#### Work required
Work out how many lines in the data below contain "arrow", and state that count with nothing added.
● ● ● ●
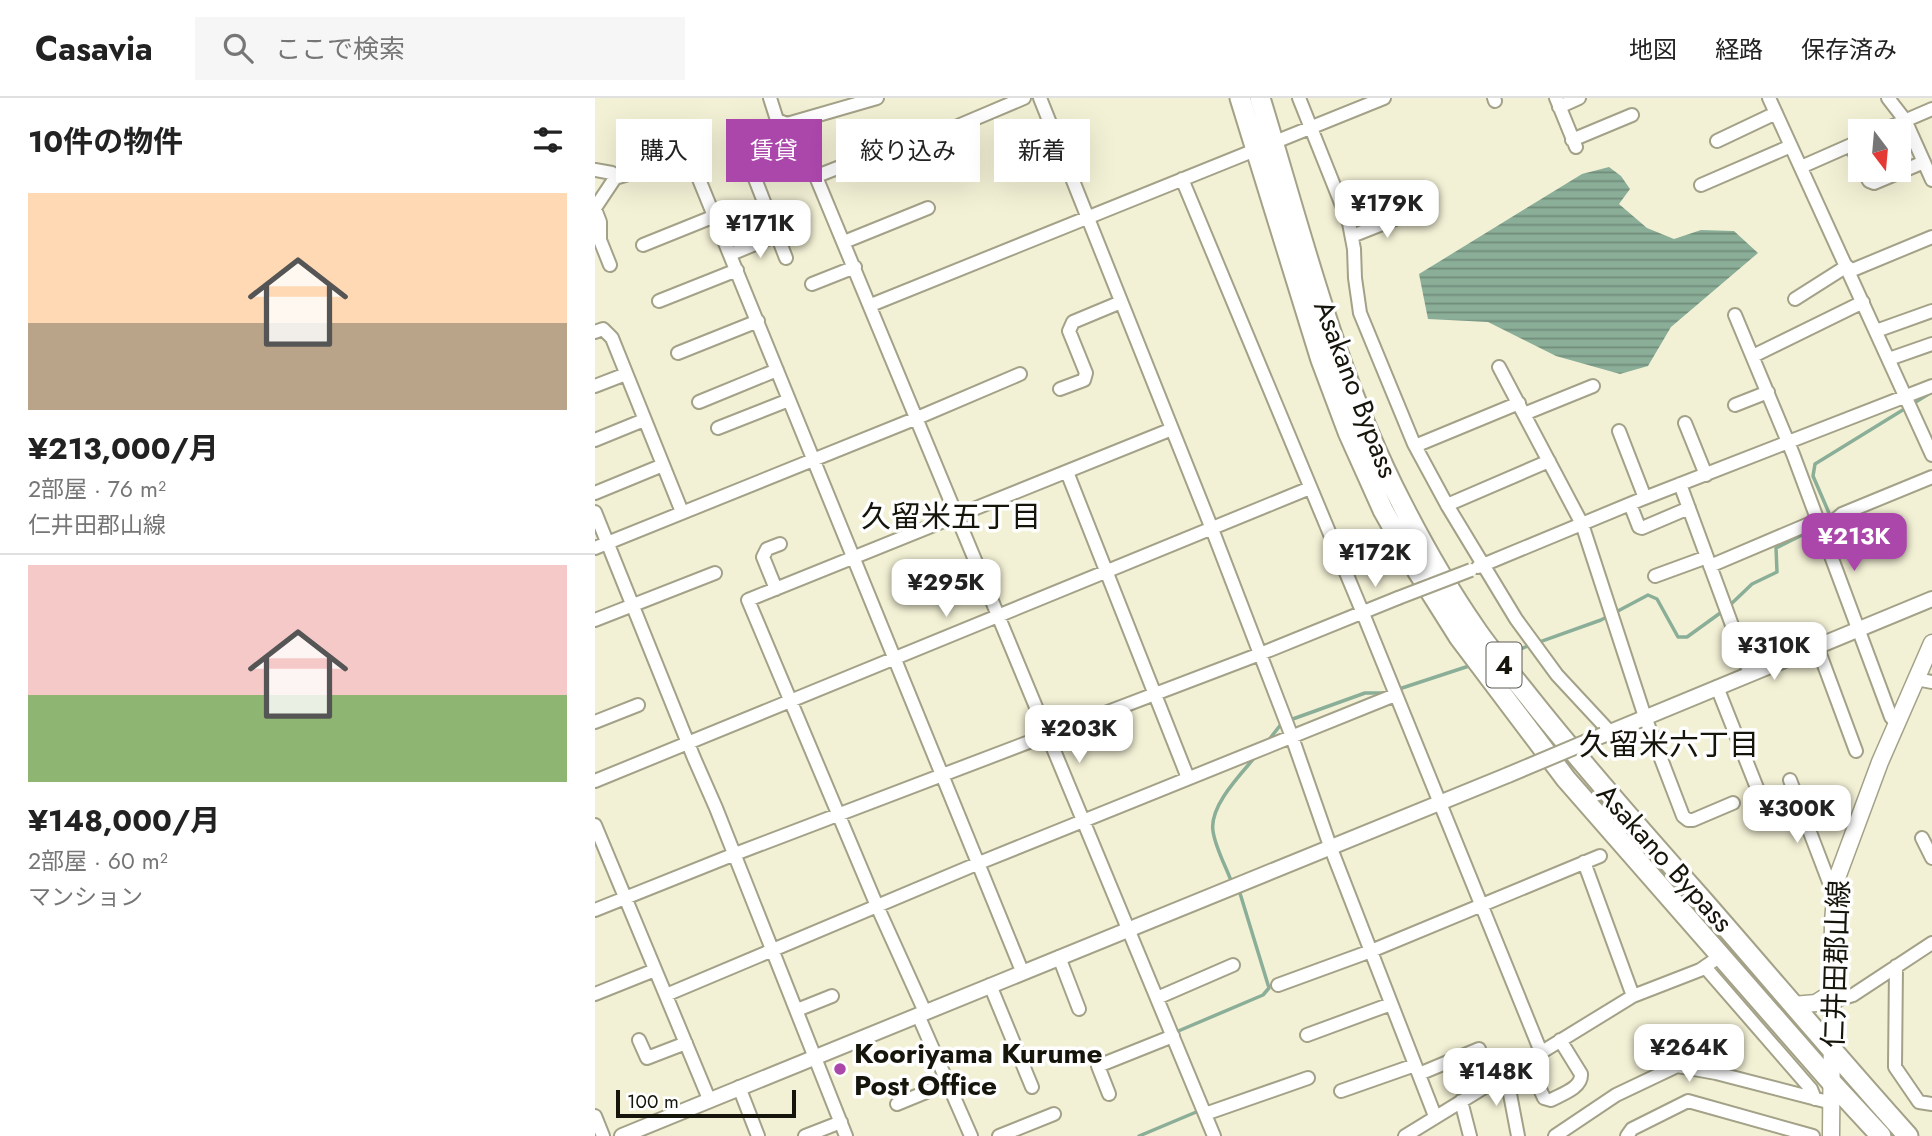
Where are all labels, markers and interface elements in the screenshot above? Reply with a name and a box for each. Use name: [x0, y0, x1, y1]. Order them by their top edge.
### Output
search box: [195, 17, 685, 80]
text: Casavia: [35, 25, 153, 72]
icon: search: [219, 29, 257, 67]
text: ここで検索: [275, 30, 405, 68]
text: 地図: [1629, 32, 1677, 67]
text: 経路: [1715, 32, 1763, 67]
text: 保存済み: [1801, 32, 1897, 67]
chip: 購入: [616, 119, 712, 182]
chip: 賃貸: [726, 119, 822, 182]
chip: 絞り込み: [836, 119, 980, 182]
chip: 新着: [994, 119, 1090, 182]
north arrow: [1848, 119, 1911, 182]
map controls: [1848, 119, 1911, 182]
text: 10件の物件: [28, 120, 183, 163]
icon: filters: [529, 121, 567, 159]
pin: ¥179K: [1338, 180, 1436, 240]
text: ¥179K: [1351, 186, 1423, 220]
pin: ¥171K: [711, 200, 809, 260]
text: ¥171K: [726, 206, 794, 240]
icon: home: [235, 239, 361, 365]
street label: Asakano Bypass: [1303, 294, 1409, 484]
text: ¥213,000/月: [28, 427, 219, 470]
text: 2部屋 · 76 m²: [28, 472, 166, 506]
district label: 久留米五丁目: [861, 495, 1041, 538]
text: 仁井田郡山線: [28, 508, 166, 542]
pin: ¥213K: [1805, 514, 1903, 573]
text: ¥213K: [1818, 519, 1890, 553]
pin: ¥172K: [1326, 530, 1424, 589]
text: ¥172K: [1339, 535, 1411, 569]
pin: ¥295K: [897, 560, 995, 619]
text: ¥295K: [908, 565, 984, 599]
icon: home: [235, 611, 361, 737]
pin: ¥310K: [1725, 622, 1823, 682]
text: ¥310K: [1738, 628, 1810, 662]
road number: 4: [1487, 642, 1521, 688]
pin: ¥203K: [1030, 706, 1128, 765]
text: ¥203K: [1041, 711, 1117, 745]
district label: 久留米六丁目: [1579, 723, 1759, 766]
street label: Asakano Bypass: [1587, 775, 1743, 941]
pin: ¥300K: [1748, 786, 1846, 845]
text: ¥300K: [1759, 791, 1835, 825]
text: ¥148,000/月: [28, 799, 220, 842]
text: 2部屋 · 60 m²: [28, 844, 168, 878]
street label: 仁井田郡山線: [1813, 879, 1859, 1049]
text: マンション: [28, 880, 143, 914]
pin: ¥264K: [1640, 1024, 1738, 1084]
text: ¥264K: [1650, 1030, 1728, 1064]
place label: Kooriyama Kurume Post Office: [854, 1033, 1103, 1106]
pin: ¥148K: [1447, 1048, 1545, 1108]
text: ¥148K: [1459, 1054, 1533, 1088]
marker: Kooriyama Kurume Post Office: [832, 1061, 848, 1077]
scale bar: [616, 1087, 796, 1119]
text: 100 m: [627, 1088, 679, 1115]

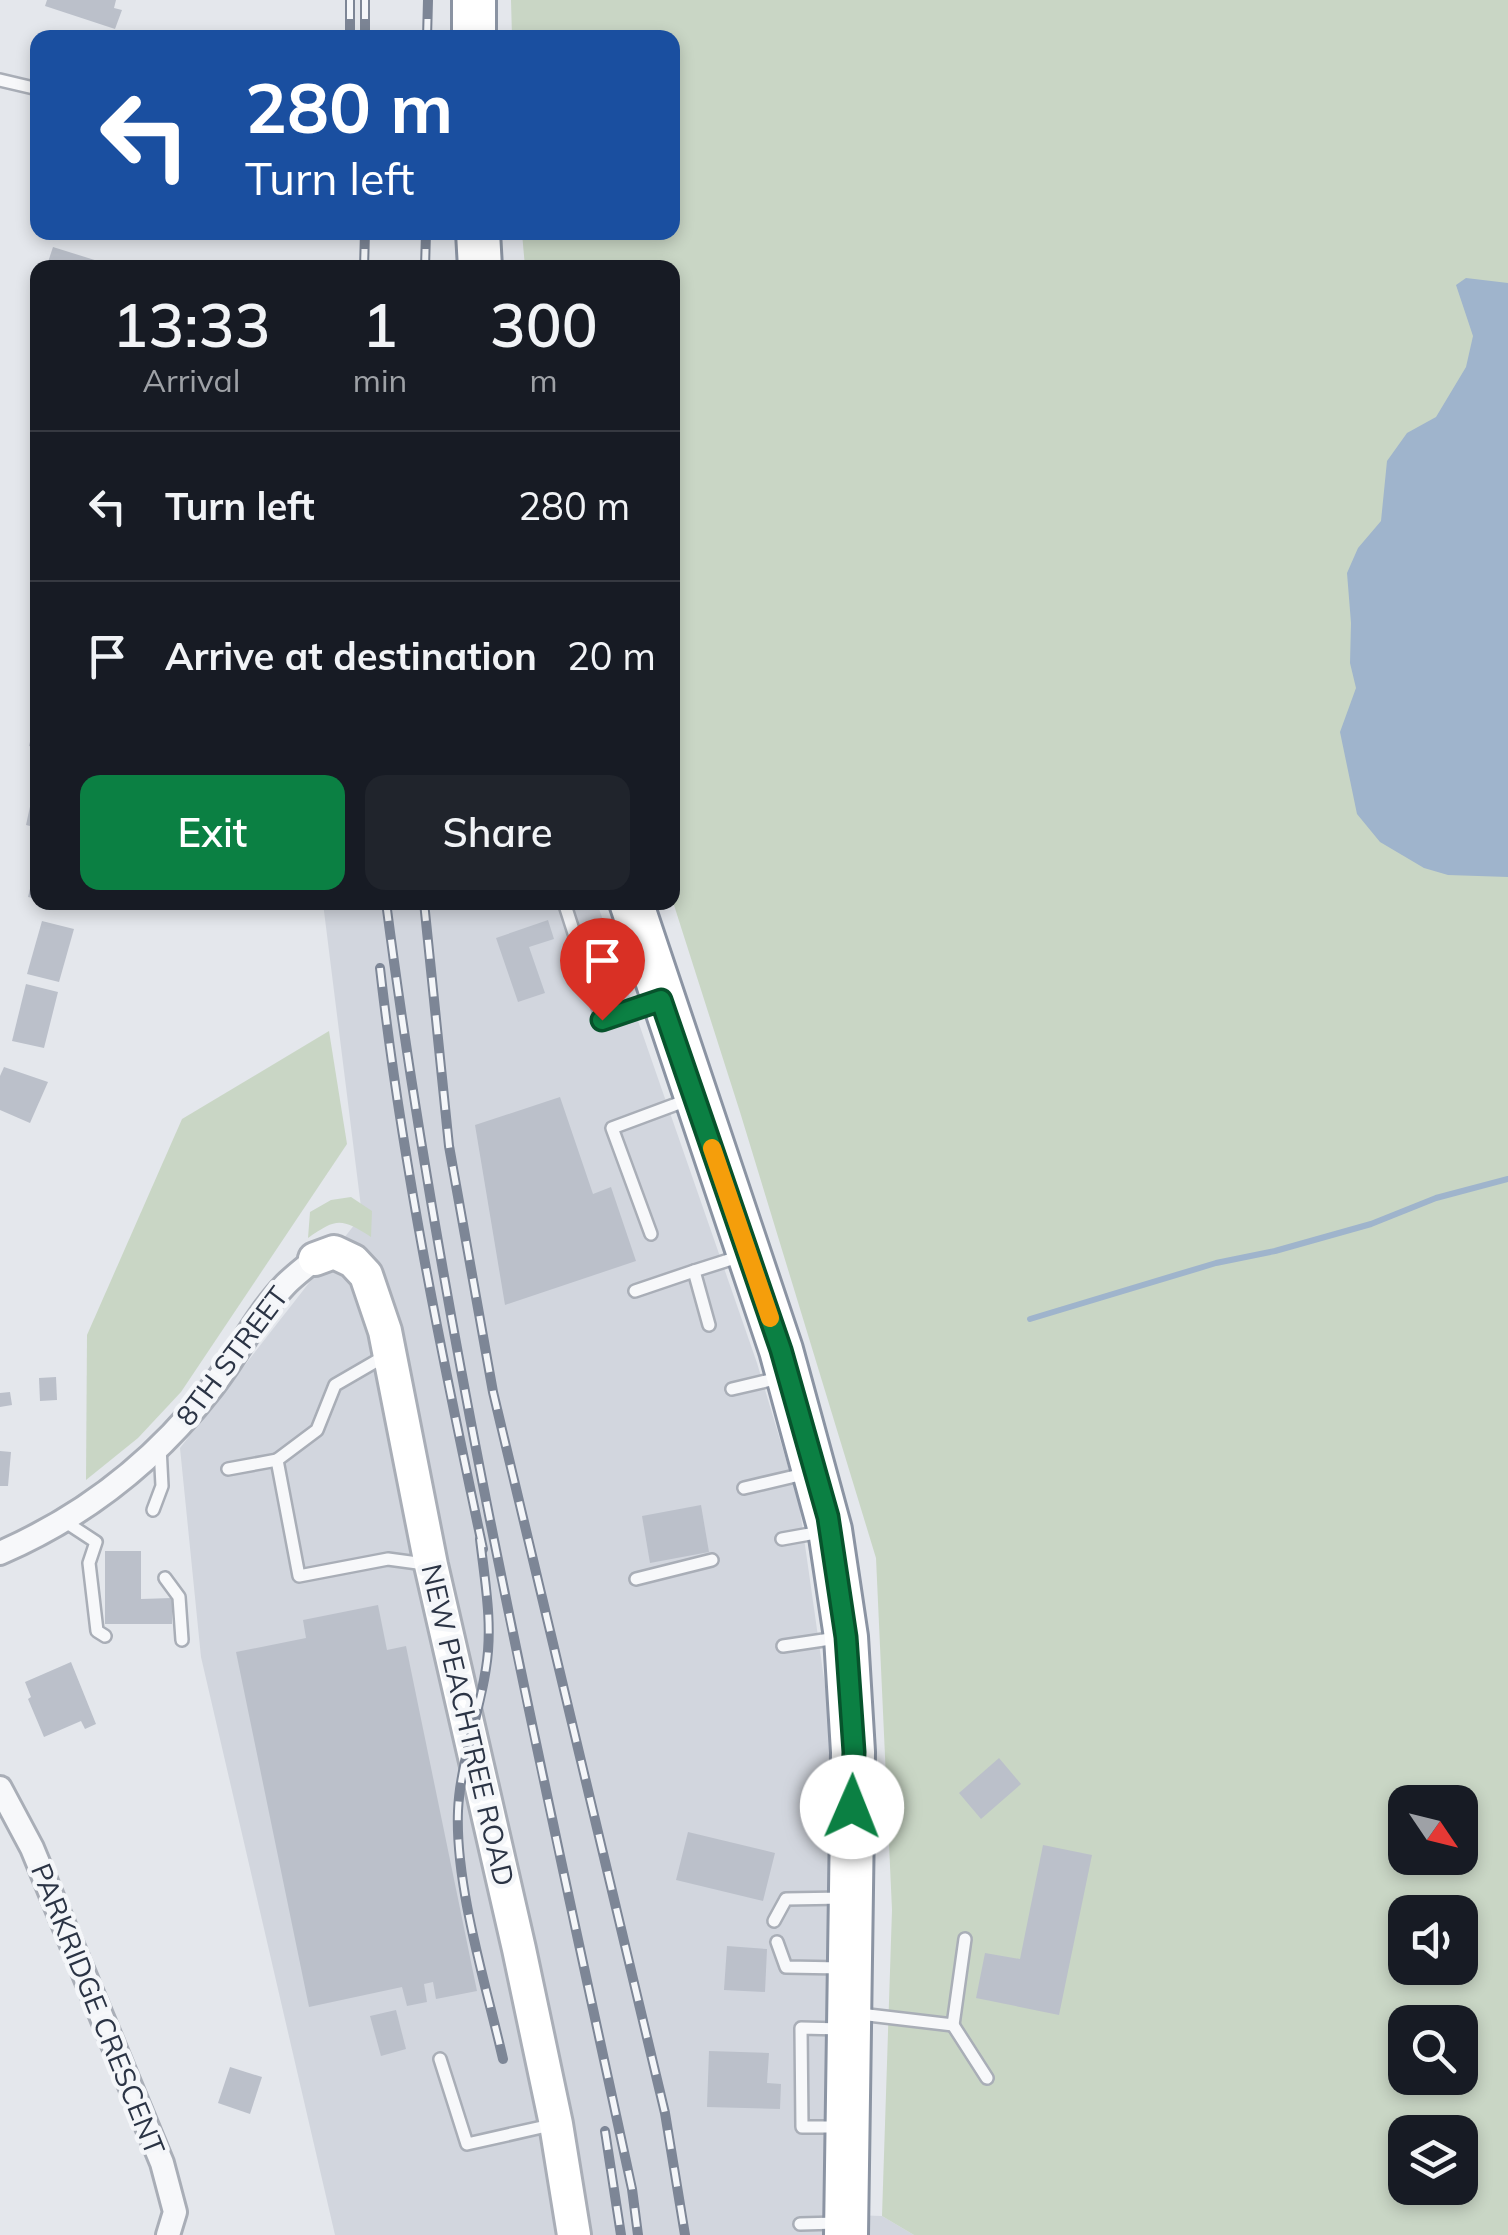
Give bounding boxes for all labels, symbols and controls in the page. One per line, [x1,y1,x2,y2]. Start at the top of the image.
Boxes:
text: 280 m [245,63,453,151]
icon: left [80,70,210,200]
text: Turn left [245,150,414,206]
text: 13:33 [112,287,271,362]
text: 1 [362,287,398,362]
text: 300 [490,287,598,362]
text: Arrival [143,360,240,400]
text: min [353,360,407,400]
text: m [530,360,558,400]
icon: left [80,479,135,534]
text: Turn left [165,482,315,530]
text: 280 m [518,482,630,530]
icon: arrive [80,629,135,684]
text: Arrive at destination [165,632,537,680]
text: 20 m [567,632,656,680]
button: Exit [80,775,345,890]
button: Share [365,775,630,890]
pin [560,918,645,1021]
icon: arrive [575,933,630,988]
street label: 8TH STREET [168,1279,295,1432]
street label: NEW PEACHTREE ROAD [414,1561,523,1889]
position arrow [800,1755,904,1859]
north arrow [1388,1785,1478,1875]
map controls [1388,1785,1478,2205]
street label: PARKRIDGE CRESCENT [24,1858,173,2160]
button: sound [1388,1895,1478,1985]
button: search [1388,2005,1478,2095]
button: layers [1388,2115,1478,2205]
● ● ● ●
#### Exercise answer
3